MP54-08: Urinary comprehensive genomic profiling predicts clinical recurrence in patients undergoing surveillance for urothelial carcinoma

Jason Lee, Boston, MA, Vincent Bicocca, Vincent Caruso, Brian Mazzarella, Kevin Phillips, Trevor Levin, San Francisco, CA, Adam Feldman, Keyan Salari*, Boston, MA

Introduction: Risk stratification of patients with urothelial carcinoma (UC) remains a major clinical challenge, with high rates of recurrence and disease progression. Urinary comprehensive genomic profiling (uCGP) has significant potential to aid in this endeavor.

Methods: uCGP was performed on blinded urine specimens collected at Massachusetts General Hospital prior to cystoscopy. 41 subjects with a history of UC but negative by surveillance cystoscopy at time of collection were analyzed. Urine DNA was sequenced and comprehensively profiled across 60 genes using the CLIA-validated UroAmplitude test (Convergent Genomics). Patients were predicted to be at high or low risk of recurrence using a machine learning algorithm based on genomic features. Cox proportional hazards models were used to estimate the association between risk predictions and recurrence-free survival.

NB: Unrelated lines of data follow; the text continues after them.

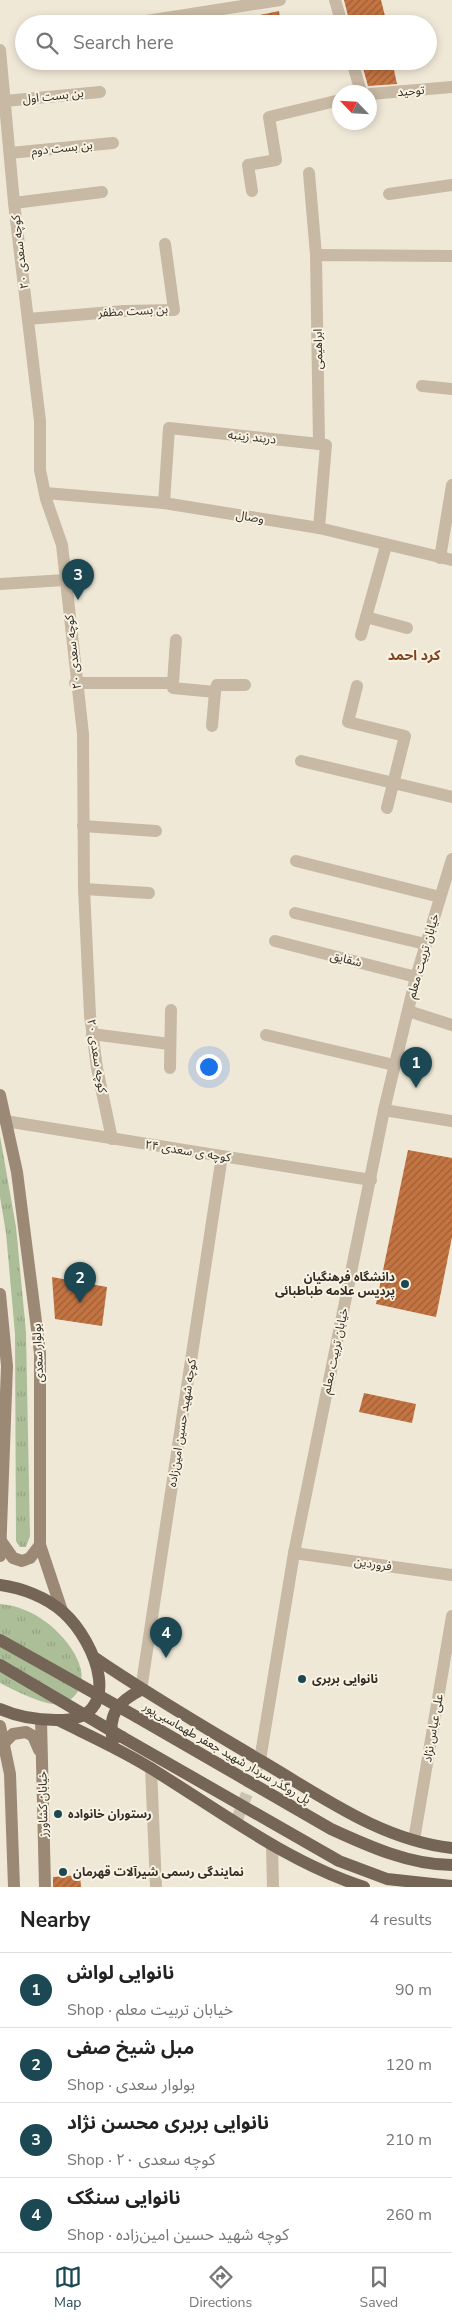 <!DOCTYPE html>
<html lang="en">
<head>
<meta charset="utf-8">
<style>
  :root { --surface:#fff; --page:#f6f6f6; --text:#222; --muted:#767676; --line:#e0e0e0; --accent:#1c4853 }
  body { margin:0; font-family:"Nunito Sans","Noto Sans Arabic",sans-serif; background:var(--page); color:var(--text) }
  .compass { position:absolute; left:332px; top:85px; width:45px; height:45px; border-radius:50%; background:var(--surface); box-shadow:0 2px 8px #0003; rotate:295deg }
  .you { position:absolute; left:208px; top:1066px; width:18px; height:18px; margin:-12px; border:4px solid #fff; border-radius:50%; background:#1a73e8; box-shadow:0 0 0 8px #1a73e833 }
  .badge { display:grid; place-items:center; width:32px; height:32px; border-radius:50%; background:var(--accent); color:#fff; font-size:16px; font-weight:700 }
  .pin { position:absolute; translate:-50% -41px; filter:drop-shadow(0 1px 2px #0008) }
  .pin::after { content:''; position:absolute; top:26px; width:18px; height:15px; background:inherit; clip-path:polygon(0 0,100% 0,50% 100%) }
  .list { margin:0; padding:0; list-style:none }
  h2 { display:flex; justify-content:space-between; align-items:center; height:65px; margin:0; padding:0 20px; font-size:21px }
  h2 small { font-size:16px; font-weight:400; color:var(--muted) }
  .list li { display:grid; grid-template-columns:32px 1fr auto; gap:15px; align-items:center; box-sizing:border-box; height:75px; padding:0 20px; border-top:1px solid var(--line) }
  .list b { display:block; font-size:19px; white-space:nowrap }
  .list p { margin:0; font-size:16px; white-space:nowrap; color:var(--muted) }
  .list em { font-size:16px; font-style:normal; color:var(--muted) }
  .icon { flex:none; width:28px; height:28px; fill:none; stroke:currentColor; stroke-width:2; stroke-linecap:round; stroke-linejoin:round }
  .map { position:relative; flex:none; width:452px; height:1887px; overflow:hidden }
  .search { position:absolute; background:var(--surface); box-shadow:0 2px 8px #0003; left:15px; right:15px; top:15px; height:55px; display:flex; align-items:center; gap:12px; box-sizing:border-box; padding:0 18px; border-radius:28px; color:var(--muted); font-size:19px }
  .sheet { height:365px; background:var(--surface) }
  nav { display:flex; justify-content:space-around; align-items:center; box-sizing:border-box; height:70px; border-top:1px solid var(--line); background:var(--surface); font-size:14px; color:var(--muted) }
  nav a { display:grid; justify-items:center; gap:2px }
  nav .on { color:var(--accent) }
  .map>svg:first-child { display:block }
</style>
</head>
<body>
<div class="map">
<svg width="452" height="1887" viewBox="0 0 452 1887">
  <defs>
    <pattern id="grass-tufts" width="24" height="20" patternUnits="userSpaceOnUse" patternTransform="scale(1.25)"><rect width="24" height="20" fill="#acbe98"/><path d="M3 7l-1-3M5 7V3M7 7l1-3M15 17l-1-3M17 17v-4M19 17l1-3" fill="none" stroke="#94a383"/></pattern>
    <pattern id="building-hatch" width="6" height="6" patternUnits="userSpaceOnUse" patternTransform="scale(1.25)"><rect width="6" height="6" fill="#c37442"/><path d="M-1 1l2-2M0 6l6-6M5 7l2-2" fill="none" stroke="#9f5f37"/></pattern>
  </defs>
  <rect width="100%" height="100%" fill="#f0e8d7"/>
  <g fill="url(#grass-tufts)">
    <polygon points="0,1136 16,1227 26,1332 30,1536 26,1547 20,1547 16,1541 15,1334 6,1233 0,1197"/>
    <path d="M0 1604C16 1605 33 1612 46 1622 65 1636 93 1669 77 1693 73 1698 67 1703 61 1704 47 1707 13 1690 0 1683Z"/>
  </g>
  <g fill="url(#building-hatch)">
    <polygon points="344,0 381,0 386,20 381,21 382,24 350,24"/>
    <polygon points="279,11 281,24 246,24 245,18"/>
    <polygon points="361,61 392,61 397,84 368,86"/>
    <polygon points="408,1150 452,1158 452,1237 436,1317 376,1304"/>
    <polygon points="52,1277 107,1287 102,1326 55,1319"/>
    <polygon points="364,1393 416,1404 412,1423 359,1412"/>
    <polygon points="80,1875 81,1887 53,1887 53,1877"/>
  </g>
  <g fill="none" stroke-linecap="round" stroke-linejoin="round">
    <polyline stroke="#cac2b3" stroke-width="12" stroke-dasharray="12 6" stroke-linecap="butt" points="236,1822 260,1760"/>
    <g stroke="#c8b9a4" stroke-width="12">
      <polyline points="335,0 342,24"/>
      <polyline points="134,23 280,0"/>
      <polyline points="0,50 14,203 40,421 40,470 46,499 62,545 83,734 84,889 90,1015 97,1068 112,1139"/>
      <polyline points="352,61 361,92"/>
      <polyline points="370,94 452,87"/>
      <polyline points="5,101 100,92"/>
      <polyline points="10,153 113,143"/>
      <polyline points="309,173 316,255"/>
      <polyline points="252,191 248,165 276,160 269,117 340,100"/>
      <polyline points="389,194 452,185"/>
      <polyline points="14,203 102,192"/>
      <polyline points="28,319 124,311 174,310 165,244"/>
      <polyline points="422,386 452,389"/>
      <polyline points="319,444 316,255 452,256"/>
      <polyline points="45,493 164,503 319,528 452,560"/>
      <polyline points="164,503 169,428 319,444 326,445 319,528"/>
      <polyline points="440,558 452,485"/>
      <polyline points="0,584 65,580"/>
      <polyline points="366,617 407,628"/>
      <polyline points="361,635 386,546"/>
      <polyline points="75,683 173,683 173,688 215,692 217,685 245,685"/>
      <polyline points="173,683 176,640"/>
      <polyline points="357,686 348,722 405,736 387,808"/>
      <polyline points="212,726 215,692"/>
      <polyline points="301,761 452,797"/>
      <polyline points="83,826 156,831"/>
      <polyline points="296,861 440,897"/>
      <polyline points="84,889 149,893"/>
      <polyline points="295,913 425,944"/>
      <polyline points="275,941 416,977"/>
      <polyline points="408,1011 452,1025"/>
      <polyline points="92,1034 169,1044"/>
      <polyline points="266,1035 394,1065"/>
      <polyline points="170,1068 171,1010"/>
      <polyline points="384,1110 452,1121"/>
      <polyline points="5,1121 371,1180"/>
      <polyline points="294,1553 452,1575"/>
      <polyline points="141,1690 222,1156"/>
      <polyline points="151,1768 156,1887"/>
      <polyline points="414,1840 452,1616"/>
      <polyline points="272,1845 273,1887"/>
    </g>
    <polyline stroke="#c8b9a4" stroke-width="12" points="260,1760 294,1553 384,1110 416,977 452,859"/>
    <g stroke="#9b8976" stroke-width="12">
      <polyline points="0,1095 17,1172 40,1353 40,1545 62,1611"/>
      <polyline points="0,1294 7,1366 0,1556"/>
      <polyline points="1,1541 13,1558 22,1561 30,1558 40,1545"/>
      <polyline points="41,1720 45,1887"/>
      <polyline points="0,1726 10,1774 14,1887"/>
      <polyline points="3,1744 13,1734 26,1732 33,1736 39,1750"/>
    </g>
    <g stroke="#756557" stroke-width="12">
      <path d="M0 1585C22 1588 46 1597 63 1612 96 1641 128 1722 56 1720 36 1720 18 1717 0 1709"/>
      <path d="M95 1658C149 1695 206 1728 263 1762 323 1797 381 1840 452 1848"/>
      <path d="M137 1717 331 1829C368 1846 410 1865 452 1865"/>
      <path d="M58 1720C90 1736 122 1750 152 1769 220 1811 287 1862 364 1887"/>
      <polyline points="122,1737 339,1861 387,1879 452,1886"/>
      <path d="M113 1741C107 1714 119 1701 141 1690"/>
    </g>
    <g stroke="#756557" stroke-width="12">
      <polyline points="0,1640 137,1717"/>
      <polyline points="0,1665 122,1737"/>
    </g>
  </g>
  <g fill="#1c4853" stroke="#f8f2e3" stroke-width="2">
    <circle cx="405" cy="1284" r="5"/>
    <circle cx="302" cy="1679" r="5"/>
    <circle cx="58" cy="1814" r="5"/>
    <circle cx="63" cy="1872" r="5"/>
  </g>
  <g text-anchor="middle" stroke-width="4" stroke-linejoin="round" paint-order="stroke">
    <g font-size="12" fill="#332c25" stroke="#f8f2e3">
      <text transform="translate(411 91) rotate(-5)" y="4">توحید</text>
      <text transform="translate(53 96) rotate(-6)" y="4">بن بست اول</text>
      <text transform="translate(62 148) rotate(-6)" y="4">بن بست دوم</text>
      <text transform="translate(20 252) rotate(-97)" y="4">کوچه سعدی ۲۰</text>
      <text transform="translate(133 311) rotate(-3)" y="4">بن بست مظفر</text>
      <text transform="translate(318 349) rotate(-91)" y="4">ابراهیمی</text>
      <text transform="translate(252 437) rotate(6)" y="4">دربند زینبه</text>
      <text transform="translate(250 517) rotate(9)" y="4">وصال</text>
      <text transform="translate(73 652) rotate(-96)" y="4">کوچه سعدی ۲۰</text>
      <text transform="translate(423 956) rotate(-74)" y="4">خیابان تربیت معلم</text>
      <text transform="translate(346 959) rotate(14)" y="4">شقایق</text>
      <text transform="translate(97 1056) rotate(81)" y="4">کوچه سعدی ۲۰</text>
      <text transform="translate(188 1151) rotate(9)" y="4">کوچه ی سعدی ۲۴</text>
      <text transform="translate(335 1351) rotate(-78)" y="4">خیابان تربیت معلم</text>
      <text transform="translate(38 1353) rotate(-93)" y="4">بولوار سعدی</text>
      <text transform="translate(182 1423) rotate(-81)" y="4">کوچه شهید حسین امین‌زاده</text>
      <text transform="translate(373 1564) rotate(8)" y="4">فروردین</text>
      <text transform="translate(433 1728) rotate(-80)" y="4">علی عباس نژاد</text>
      <text transform="translate(227 1753) rotate(30)" y="4">پل روگذر سردار شهید جعفر طهماسبی‌پور</text>
      <text transform="translate(43 1804) rotate(-91)" y="4">خیابان کشاورز</text>
    </g>
    <g font-size="12" font-weight="bold" fill="#332c25" stroke="#f8f2e3" text-anchor="start">
      <text x="395" y="1281" text-anchor="end">دانشگاه فرهنگیان<tspan x="395" dy="14">پردیس علامه طباطبائی</tspan></text>
      <text x="312" y="1683">نانوایی بربری</text>
      <text x="68" y="1818">رستوران خانواده</text>
      <text x="73" y="1876">نمایندگی رسمی شیرآلات قهرمان</text>
    </g>
    <g font-size="14" font-weight="bold" fill="#804520" stroke="#f8f2e3">
      <text x="414" y="660">کرد احمد</text>
    </g>
  </g>
</svg>
<svg class="compass" viewBox="-18 -18 36 36"><path d="M0-13l5 13h-10z" fill="#e53935"/><path d="M0 13l5-13h-10z" fill="#767676"/></svg>
<div class="you"></div>
<div class="pin badge" style="left:416px;top:1088px">1</div>
<div class="pin badge" style="left:80px;top:1303px">2</div>
<div class="pin badge" style="left:78px;top:600px">3</div>
<div class="pin badge" style="left:166px;top:1658px">4</div>
<div class="search"><svg class="icon" aria-label="search" viewBox="0 0 24 24"><circle cx="10" cy="10" r="6"/><path d="M15 15l6 6"/></svg>Search here</div>
</div>
<section class="sheet">
<h2>Nearby<small>4 results</small></h2>
<ul class="list">
<li><span class="badge">1</span><div><b>نانوایی لواش</b><p>Shop · خیابان تربیت معلم</p></div><em>90 m</em></li>
<li><span class="badge">2</span><div><b>مبل شیخ صفی</b><p>Shop · بولوار سعدی</p></div><em>120 m</em></li>
<li><span class="badge">3</span><div><b>نانوایی بربری محسن نژاد</b><p>Shop · کوچه سعدی ۲۰</p></div><em>210 m</em></li>
<li><span class="badge">4</span><div><b>نانوایی سنگک</b><p>Shop · کوچه شهید حسین امین‌زاده</p></div><em>260 m</em></li>
</ul>
</section>
<nav>
<a class="on"><svg class="icon" aria-label="map" viewBox="0 0 24 24"><path d="M3 6l6-2 6 2 6-2v14l-6 2-6-2-6 2zM9 4v14M15 6v14"/></svg>Map</a>
<a><svg class="icon" aria-label="directions" viewBox="0 0 24 24"><path d="M12 3l9 9-9 9-9-9zM9 14v-3h6M13 9l2 2-2 2"/></svg>Directions</a>
<a><svg class="icon" aria-label="saved" viewBox="0 0 24 24"><path d="M7 4h10v16l-5-4-5 4z"/></svg>Saved</a>
</nav>
</body>
</html>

Results: Stage and grade distribution of the primary tumor at diagnosis was Ta (73%), T1 (22%), T3 (2%), Tx (2%), with concomitant CIS in 10%; 41% low-grade (LG) and 59% high-grade (HG). Mean follow-up since specimen collection was 53.3 months. High recurrence risk was predicted in 15% (6 of 41) of subjects who had a positive UroAmplitude disease classification but negative cystoscopy. Among predicted high-risk patients, 50% had a clinical recurrence (mean time to recurrence 35.3 mo), all of which were HG. One notable high-risk patient with an initial TaLG tumor experienced a T4aHG recurrence with invasion into the prostate. uGCP-based recurrence prediction anticipated this clinical diagnosis by 17.8 months. Among 35 predicted low-risk patients, only 4 experienced recurrence (all TaLG; mean time to recurrence 20.5 mo). Recurrence-free survival was significantly worse in uGCP-predicted high-risk vs. low-risk patients (HR 4.5, 95% CI 1.01-20.2; Fig. 1). Among 10 subjects with no detectable mutations, no pathologically confirmed recurrence was observed (mean surveillance follow-up 45.3 mo).

Conclusions: uCGP can predict future recurrence of high-risk UC with substantial lead time. If validated with further studies, uCGP may provide a powerful way to risk-stratify patients and enable strategies for intensification (or deintensification) of UC management based on genomic risk.

Source of Funding: Convergent Genomics, Inc.